Demyd Pekur V. E. Lashkaryov Institute of Semiconductor Physics, NAS of Ukraine https://orcid.org/0000-0002-4342-5717
Yurii Nikolaenko Igor Sikorsky Kiev Polytechnic Institute https://orcid.org/0000-0002-3036-5305
Viktor Sorokin V. Ye. Lashkaryov Institute of Semiconductor Physics, NAS of Ukraine https://orcid.org/0000-0002-1499-1357

DOI: https://doi.org/10.15222/TKEA2019.5-6.34

Keywords: LED lamp, LED, heat pipe, temperature distribution, speed distribution

Abstract

The problem of climate change poses a challenge for humanity: it is necessary to reduce harmful emissions into the atmosphere, caused mainly by the burning of coal in thermal power plants. Partially, this problem can be solved by the use of energy-saving devices and equipment, including the replacement of traditional light sources with more efficient LEDs. This, however, causes the problem of ensuring normal thermal modes of the LEDs, since the more powerfull the LED is, the more heat is released in their semiconductor crystals, which leads to an increase in the temperature of the crystals and a decrease in the reliability of the device. This problem becomes especially urgent when using powerful multi-chip LED light sources, the so-called SOB matrices, whose power even now exceeds 500 W.
This article presents a new design of a powerful LED lamp for indoor illumination of rooms with low ceilings.

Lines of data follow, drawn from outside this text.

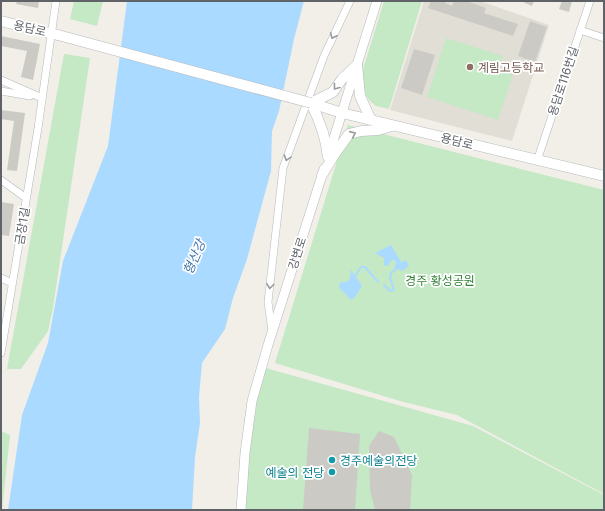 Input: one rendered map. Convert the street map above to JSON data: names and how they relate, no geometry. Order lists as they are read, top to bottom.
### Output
{
  "streets": {
    "main road": ["용담로"],
    "street": ["용담로116번길", "금장1길", "강변로"]
  },
  "crossings": [
    ["용담로", "용담로116번길"],
    ["용담로", "금장1길"],
    ["용담로", "강변로"]
  ],
  "water": ["형산강"],
  "parks": ["경주 황성공원"],
  "places": ["계림고등학교", "경주예술의전당", "예술의 전당"]
}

The heat from the LED is transferred via heat pipes to the heat exchanger rings looped around the light source. The heat exchanger rings are cooled by the natural convection of the surrounding air (at an ambient air temperature of 20°C). Computer simulation allowed evaluating the ability of the proposed cooling system to provide a normal thermal mode of the LED light source. The results on the computer simulations of the temperature field of light source's cooling system showed that when the LED power is 300 W, the temperature of the light source's base at the point where it is connected to the light source does not exceed 67.6°C. When the contact zone is covered with a 0.1 mm layer of heat-conducting paste (Arctic Silver 5 type) with a thermal conductivity coefficient of 8.7 W/(m·°C), the temperature of the LED case reaches 70°C. If the thermal resistance of the LED light source is 0.1°C/W, then the temperature of its semiconductor crystals will be 100°C, well below the allowable temperature value of 150°C. The total thermal resistance of the cooling system is 0.159°C/W.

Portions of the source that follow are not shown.